I now realize how lucky I was to have my strep throats treated by experts, so my risk of complications of rheumatic fever and acute glomerulonephritis was minimized.
Disney knew that house calls were not efficient, but from the interview I read, he learned much about the family dynamics and the child from being in the house and seeing the interactions. I made house calls occasionally as a neurologist, and I agree completely. When he and his partners realized that white counts and cultures were important to diagnose and treat strep, they had the children come to the practice. Still, somewhere in the recesses of my mind there was one of their ancillary workers who came over and cultured the recesses of my throat. I can’t swear to it, but I think it happened.
Disney thought it would be a great idea to charge parents an annual fee for unlimited visits. He was only about 50 years ahead of his time. The other pediatricians in town were not at all interested.
He was interviewed in 1996 about his life and practice. Disney remembered when he was a young boy, in the early 1920s, when a child could not go to a store without a doctor’s note saying s/he was not infected with poliovirus. In short, the country was more sensible in the 1920s than it is in the 2020s.
When the Salk vaccine came out for polio, the practice was besieged by parents wanting the vaccine, wanting to know when they could get it. When the Sabin vaccine appeared, I was in the first cohort to get it, and I remember where I ate the coated sugar cube in the southeast corner of the junior high school by Twelve Corners, which still stood, when I drove by there in 2013.
The same occurred with measles vaccine: the parents wanted it immediately. They did, after all, know what these diseases could do. There were measles epidemics about every 3 years in most cities, which I did not know. Apparently, an epidemic was enough to give temporary herd immunity until it dropped low enough, probably below 80%, for it to again infect anyone who hadn’t had it. I remember having measles; it was the sickest I have ever been.
I sure wish we had Frank Disney around today to tell us that pay per visit is not an efficient way to practice, although it certainly may be more lucrative. Or to show us that good science can come out of a working medical practice in Brighton, something I tried to do years later and thousands of miles further away, with not at fault injuries and chronic pain, with right hemispheric stroke patients, who were awake but kept their eyes closed, and with the fact that female spouses came into the exam room when their husband was being examined three times more often than men did for when their wives were the patient, and that depression was—and is—a major concern of the practicing neurologist.

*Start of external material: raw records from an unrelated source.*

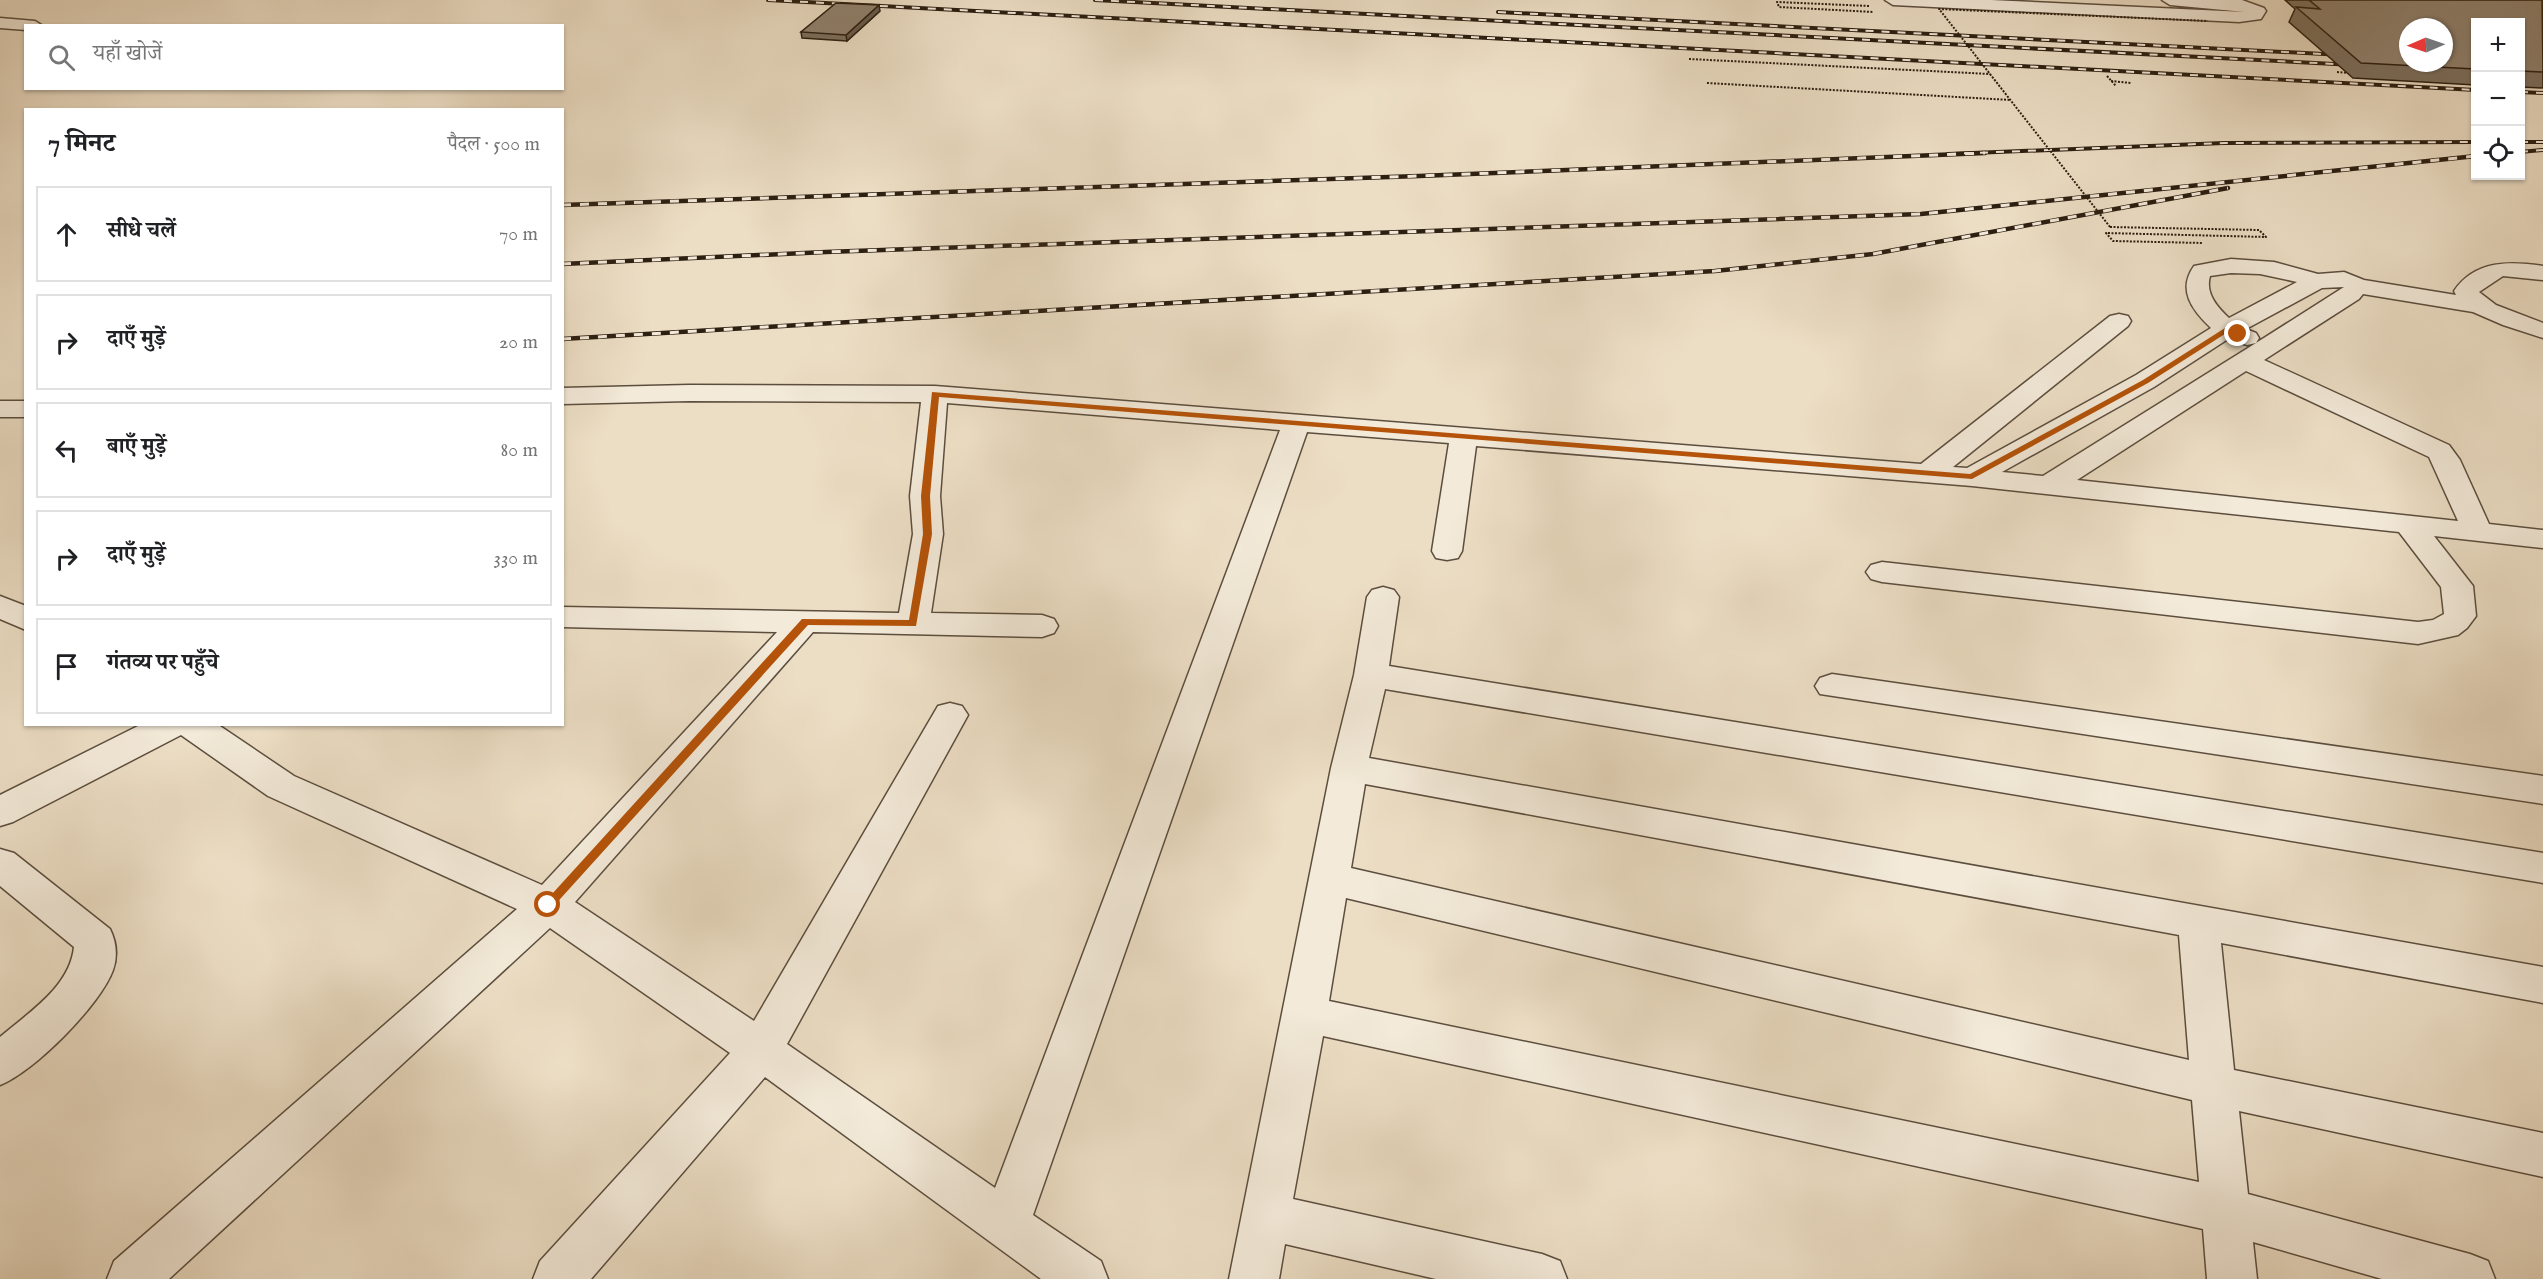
<!DOCTYPE html>
<html lang="hi">
<head>
<meta charset="utf-8">
<style>
  body { margin:0; font-family:"IM FELL English","Noto Serif Devanagari",serif; background:#f2f2f2; color:#202124 }
  .controls { position:absolute; right:18px; top:18px; display:grid; overflow:hidden; border-radius:0px; box-shadow:0 2px 4px #0004 }
  .controls button { width:54px; height:54px; display:grid; place-items:center; padding:0; border:0; border-bottom:2px solid #e0e0e0; background:#fff; color:#202124; font:30px sans-serif }
  .compass { position:absolute; left:2399px; top:18px; width:54px; height:54px; border-radius:50%; background:#fff; box-shadow:0 2px 4px #0004; rotate:268deg }
  .stop { position:absolute; width:18px; height:18px; margin:-14px; border:4px solid #b45309; border-radius:50%; background:#fff }
  .stop.end { background:#b45309; border-color:#fff; box-shadow:0 2px 6px #0008 }
  .list { margin:0; padding:0; list-style:none }
  h2 { display:flex; justify-content:space-between; align-items:center; height:78px; margin:0; padding:0 24px; font-size:26px }
  h2 small { font-size:20px; font-weight:400; color:#757577 }
  .list li { display:grid; grid-template-columns:39px 1fr auto; gap:18px; align-items:center; box-sizing:border-box; height:96px; margin:0 12px 12px; padding:0 12px; border:2px solid #e0e0e0; border-radius:0px }
  .list b { display:block; font-size:22px; white-space:nowrap }
  .list em { font-size:20px; font-style:normal; color:#757577 }
  .icon { flex:none; width:33px; height:33px; fill:none; stroke:currentColor; stroke-width:2; stroke-linecap:round; stroke-linejoin:round }
  .map { position:relative; flex:none; width:2543px; height:1279px; overflow:hidden }
  .search { position:absolute; background:#fff; box-shadow:0 2px 4px #0004; left:24px; top:24px; width:540px; height:66px; display:flex; align-items:center; gap:15px; box-sizing:border-box; padding:0 21px; border-radius:0px; color:#757577; font-size:22px }
  .panel { position:absolute; background:#fff; box-shadow:0 2px 4px #0004; left:24px; top:108px; width:540px; height:618px; border-radius:0px }
  .map>svg:first-child { display:block }
  .lines { fill:none; stroke-linecap:round; stroke-linejoin:round }
  .minor-casing { stroke:#5c4e3e; stroke-width:3 }
  .path { stroke:#2c1e11; stroke-width:2; stroke-dasharray:2 1.5; stroke-linecap:butt }
  .minor { fill:#f3ead9; fill-rule:evenodd }
  .rail-far1-casing { stroke:#2c1e11; stroke-width:4 }
  .rail-casing { stroke:#2c1e11; stroke-width:4.5 }
  .rail-far1 { stroke:#f3ead9; stroke-width:2; stroke-dasharray:8; stroke-linecap:butt }
  .rail { stroke:#f3ead9; stroke-width:3; stroke-dasharray:9; stroke-linecap:butt }
  .path-bridge { stroke:#2c1e11; stroke-width:2; stroke-dasharray:2 1.5; stroke-linecap:butt }
  .wall { fill:#7c705f; stroke:#2c1e11; stroke-width:1.5 }
  .shaded-wall { fill:#655b4e; stroke:#2c1e11; stroke-width:1.5 }
  .building { fill:#90826f; stroke:#2c1e11; stroke-width:1.5; fill-rule:evenodd }
  .route { fill:#b45309 }
</style>
</head>
<body>
<div class="map">
<svg width="2543" height="1279" viewBox="0 0 2543 1279">
  <rect width="100%" height="100%" fill="#ecdec5"/>
  <filter id="stains"><feTurbulence type="fractalNoise" baseFrequency=".00333" numOctaves="4"/><feColorMatrix values="0 0 0 0 .2 0 0 0 0 .09 0 0 0 0 .02 0 0 0 .5 -.17"/></filter>
  <radialGradient id="worn" r=".72"><stop offset=".6" stop-color="#630" stop-opacity="0"/><stop offset="1" stop-color="#630" stop-opacity=".3"/></radialGradient>
  <g class="lines">
    <defs>
      <g id="minor">
        <polygon points="1885,0 1991,0 2245,12 2170,5 2162,0 2242,0 2264,8 2266,11 2261,19 2239,22 1893,5"/>
        <polygon points="0,18 35,21 43,26 26,26 26,30 0,28"/>
        <path d="M2231 259 2274 262 2318 274 2344 272 2364 280 2456 295 2454 291C2475 260 2510 261 2543 266V280L2503 276 2479 292 2496 305 2543 323V338L2503 325 2473 312 2363 294 2359 299 2264 360 2449 445 2460 460 2489 524 2543 530V548L2434 536 2473 586 2476 616 2467 628 2458 635 2418 644 1882 582 1871 579 1866 572 1871 565 1882 562 2418 622 2433 620 2444 614 2441 587 2399 532 1972 486 1476 446 1462 551 1458 558 1447 560 1436 558 1432 551 1449 443 1307 432 1033 1215 1101 1261 1108 1279H1041L765 1077 591 1279H533L540 1261 730 1053 550 928 169 1279H107L114 1261 517 909 268 796 181 735 13 822 0 826V795L142 724H217L294 776 542 885 777 632 562 627V607L899 613 913 534 910 496 921 402 689 401 562 404V388L689 385 935 386 1921 464 2110 316 2119 314 2128 316 2131 321 2128 326 1953 467 1967 468 2136 375 2211 328C2192 310 2177 290 2194 266ZM2231 273 2260 274 2297 282 2229 318C2217 307 2205 293 2210 276ZM2344 287 2256 343 2259 338 2256 333 2246 329 2322 288ZM2228 339 2247 345 2256 343 2043 476 2002 472 2154 387ZM2246 371 2429 457 2458 521 2077 480ZM947 403 1280 430 995 1188 787 1044 968 715 962 706 950 703 938 706 754 1021 575 902 813 632 1042 637 1054 633 1058 626 1054 619 1042 615 931 613 943 534 940 496Z"/>
        <rect x="0" y="401" width="26" height="16"/>
        <path d="M1383 587 1394 590 1399 597 1389 666 2543 853V883L1385 689 1369 758 2543 967V1003L2221 943 2234 1070 2543 1133V1177L2239 1111 2248 1194 2470 1254 2488 1261 2495 1279H2382L2253 1242 2257 1279H2207L2203 1229 1323 1036 1293 1199 1542 1254 1560 1261 1567 1279H1436L1285 1244 1279 1279H1229L1331 768 1354 675 1367 597 1372 590ZM1365 784 2179 935 2189 1060 1351 868ZM1346 898 2192 1100 2199 1182 1329 1001Z"/>
        <polygon points="0,596 26,606 26,630 0,619"/>
        <polygon points="1832,674 2543,776 2543,804 1820,694 1815,686 1820,678"/>
        <path d="M0 849 14 853 110 929C116 941 118 956 113 970 101 1004 34 1072 0 1085V1037C28 1013 70 987 74 947L0 886Z"/>
      </g>
    </defs>
    <use href="#minor" class="minor-casing"/>
    <g class="path">
      <polyline points="1869,6 1777,2 1779,7 1873,12"/>
      <polyline points="1689,59 1990,74"/>
      <polyline points="2337,72 2350,73"/>
      <polyline points="2107,76 2116,86"/>
      <polyline points="2111,81 2131,83"/>
      <polyline points="1707,83 2011,100"/>
      <polyline points="2110,227 2259,230 2266,237 2106,233 2113,241 2202,243"/>
    </g>
    <use href="#minor" class="minor"/>
    <defs>
      <g id="rail-far1">
        <polyline points="768,0 2476,90"/>
        <polyline points="1095,0 2354,65"/>
        <polyline points="1498,12 2343,55"/>
        <polyline points="2520,92 2543,93"/>
        <polyline points="2520,142 2543,142"/>
        <polyline points="2520,152 2543,150"/>
        <polyline points="1948,154 2224,143 2476,142"/>
      </g>
      <g id="rail">
        <polyline points="562,205 1419,176 1985,153"/>
        <polyline points="562,264 826,252 1921,214 2476,156"/>
        <polyline points="562,339 1715,271 1873,254 2228,188"/>
      </g>
    </defs>
    <use href="#rail-far1" class="rail-far1-casing"/>
    <use href="#rail" class="rail-casing"/>
    <use href="#rail-far1" class="rail-far1"/>
    <use href="#rail" class="rail"/>
    <polyline class="path-bridge" points="2110,227 1939,9 2208,21"/>
  </g>
  <g class="wall">
    <polygon points="2285,0 2542,0 2543,88 2520,87 2520,22 2475,22 2475,85 2353,78 2289,22 2295,9"/>
    <polygon points="880,11 847,41 802,38 801,32"/>
  </g>
  <polygon class="shaded-wall" points="879,5 880,11 847,41 846,35"/>
  <g class="building">
    <path d="M2309 0H2542L2543 72 2520 71V22H2475V69L2361 63 2296 7 2320 9ZM2408 27H2444V63H2408Z"/>
    <polygon points="836,3 879,5 846,35 801,32"/>
  </g>
  <polygon class="route" points="2225,328 2242,334 2238,337 2228,332 2148,383 1972,479 939,397 930,496 932,534 916,626 808,625 552,908 548,910 542,905 802,619 909,620 923,534 921,496 932,392 1970,474 2143,380"/>
  <rect width="100%" height="100%" filter="url(#stains)"/>
  <rect width="100%" height="100%" fill="url(#worn)"/>
</svg>
<div class="controls">
<button>+</button>
<button>−</button>
<button><svg class="icon" aria-label="locate" viewBox="0 0 24 24"><circle cx="12" cy="12" r="6"/><path d="M12 2v4M12 18v4M2 12h4M18 12h4"/></svg></button>
</div>
<svg class="compass" viewBox="-18 -18 36 36"><path d="M0-13l5 13h-10z" fill="#e53935"/><path d="M0 13l5-13h-10z" fill="#757577"/></svg>
<div class="stop" style="left:548px;top:905px"></div>
<div class="stop end" style="left:2238px;top:334px"></div>
<div class="search"><svg class="icon" aria-label="search" viewBox="0 0 24 24"><circle cx="10" cy="10" r="6"/><path d="M15 15l6 6"/></svg>यहाँ खोजें</div>
<section class="panel">
<h2>7 मिनट<small>पैदल · 500 m</small></h2>
<ul class="list">
<li><svg class="icon" aria-label="ahead" viewBox="0 0 24 24"><path d="M12 20V5M6 11l6-6 6 6"/></svg><div><b>सीधे चलें</b></div><em>70 m</em></li>
<li><svg class="icon" aria-label="right" viewBox="0 0 24 24"><path d="M7 20v-9h11M14 6l5 5-5 5"/></svg><div><b>दाएँ मुड़ें</b></div><em>20 m</em></li>
<li><svg class="icon" aria-label="left" viewBox="0 0 24 24"><path d="M17 20v-9H6M10 6l-5 5 5 5"/></svg><div><b>बाएँ मुड़ें</b></div><em>80 m</em></li>
<li><svg class="icon" aria-label="right" viewBox="0 0 24 24"><path d="M7 20v-9h11M14 6l5 5-5 5"/></svg><div><b>दाएँ मुड़ें</b></div><em>330 m</em></li>
<li><svg class="icon" aria-label="arrive" viewBox="0 0 24 24"><path d="M6 21V4h12l-3 4 3 4H6"/></svg><div><b>गंतव्य पर पहुँचे</b></div></li>
</ul>
</section>
</div>
</body>
</html>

I really wish Disney could tell people about measles and polio, that having a note from the physician to go to the store was once thought by Americans as necessary, was considered neither a hardship nor a violation their constitutional rights, because you didn’t want a family member to get polio.
That’s up to me to say for him in the Age of Covid to all of those who are alive because of people like Frank Disney.

December 9, 2020 at 08:42 |
Absolutely the best way to wake up this morning. Thanks for the insight and clear expression of it.